WHAT NEEDS TO BE DONE :: Collect every line of the records below that contains the word "Pototskogo".

INPUT FOR THIS TASK ::
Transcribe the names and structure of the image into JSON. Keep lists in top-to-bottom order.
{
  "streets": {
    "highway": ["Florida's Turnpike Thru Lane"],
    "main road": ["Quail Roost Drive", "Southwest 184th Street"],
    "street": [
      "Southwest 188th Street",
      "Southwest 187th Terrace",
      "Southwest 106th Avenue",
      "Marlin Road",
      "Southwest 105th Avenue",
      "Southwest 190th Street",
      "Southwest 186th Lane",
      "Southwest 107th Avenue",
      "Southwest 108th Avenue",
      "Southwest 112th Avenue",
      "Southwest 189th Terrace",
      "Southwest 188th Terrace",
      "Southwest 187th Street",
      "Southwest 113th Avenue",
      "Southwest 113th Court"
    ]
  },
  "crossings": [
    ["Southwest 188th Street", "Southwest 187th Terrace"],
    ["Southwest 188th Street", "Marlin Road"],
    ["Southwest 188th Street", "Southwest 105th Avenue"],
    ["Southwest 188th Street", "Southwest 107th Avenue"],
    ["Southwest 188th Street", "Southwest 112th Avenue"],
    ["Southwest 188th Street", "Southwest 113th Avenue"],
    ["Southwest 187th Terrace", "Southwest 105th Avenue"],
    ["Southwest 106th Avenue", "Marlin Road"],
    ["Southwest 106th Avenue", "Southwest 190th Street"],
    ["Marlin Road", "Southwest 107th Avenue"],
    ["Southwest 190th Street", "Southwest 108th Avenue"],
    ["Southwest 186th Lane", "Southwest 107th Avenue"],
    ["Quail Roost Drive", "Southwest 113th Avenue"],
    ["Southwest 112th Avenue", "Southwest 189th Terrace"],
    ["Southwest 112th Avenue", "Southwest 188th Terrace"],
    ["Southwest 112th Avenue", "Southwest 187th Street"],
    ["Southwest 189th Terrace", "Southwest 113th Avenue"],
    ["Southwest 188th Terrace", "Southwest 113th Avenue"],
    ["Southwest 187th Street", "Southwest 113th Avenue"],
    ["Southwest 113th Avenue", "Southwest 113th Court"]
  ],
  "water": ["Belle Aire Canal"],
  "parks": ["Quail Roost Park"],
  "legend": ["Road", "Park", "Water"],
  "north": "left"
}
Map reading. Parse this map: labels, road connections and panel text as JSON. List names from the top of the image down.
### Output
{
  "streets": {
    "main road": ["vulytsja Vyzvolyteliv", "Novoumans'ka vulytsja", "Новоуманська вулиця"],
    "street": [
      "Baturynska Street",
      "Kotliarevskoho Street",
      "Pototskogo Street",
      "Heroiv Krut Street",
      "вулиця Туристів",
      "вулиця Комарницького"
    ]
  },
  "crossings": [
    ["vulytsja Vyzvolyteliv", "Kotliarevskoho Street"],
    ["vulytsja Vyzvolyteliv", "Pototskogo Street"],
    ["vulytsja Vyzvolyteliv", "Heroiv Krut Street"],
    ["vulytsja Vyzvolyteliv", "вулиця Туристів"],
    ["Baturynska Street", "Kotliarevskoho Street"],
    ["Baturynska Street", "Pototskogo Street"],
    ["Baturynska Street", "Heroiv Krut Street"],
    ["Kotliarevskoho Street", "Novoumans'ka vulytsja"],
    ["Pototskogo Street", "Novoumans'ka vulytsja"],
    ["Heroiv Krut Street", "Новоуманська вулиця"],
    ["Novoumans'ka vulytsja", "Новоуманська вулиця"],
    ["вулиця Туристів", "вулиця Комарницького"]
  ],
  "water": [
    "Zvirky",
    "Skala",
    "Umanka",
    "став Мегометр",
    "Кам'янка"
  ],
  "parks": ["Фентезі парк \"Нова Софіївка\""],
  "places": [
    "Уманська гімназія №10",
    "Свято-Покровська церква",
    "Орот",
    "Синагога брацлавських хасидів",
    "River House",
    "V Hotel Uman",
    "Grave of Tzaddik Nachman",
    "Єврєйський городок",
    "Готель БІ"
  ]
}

TASK RESPONSE ::
      "Pototskogo Street",
    ["vulytsja Vyzvolyteliv", "Pototskogo Street"],
    ["Baturynska Street", "Pototskogo Street"],
    ["Pototskogo Street", "Novoumans'ka vulytsja"],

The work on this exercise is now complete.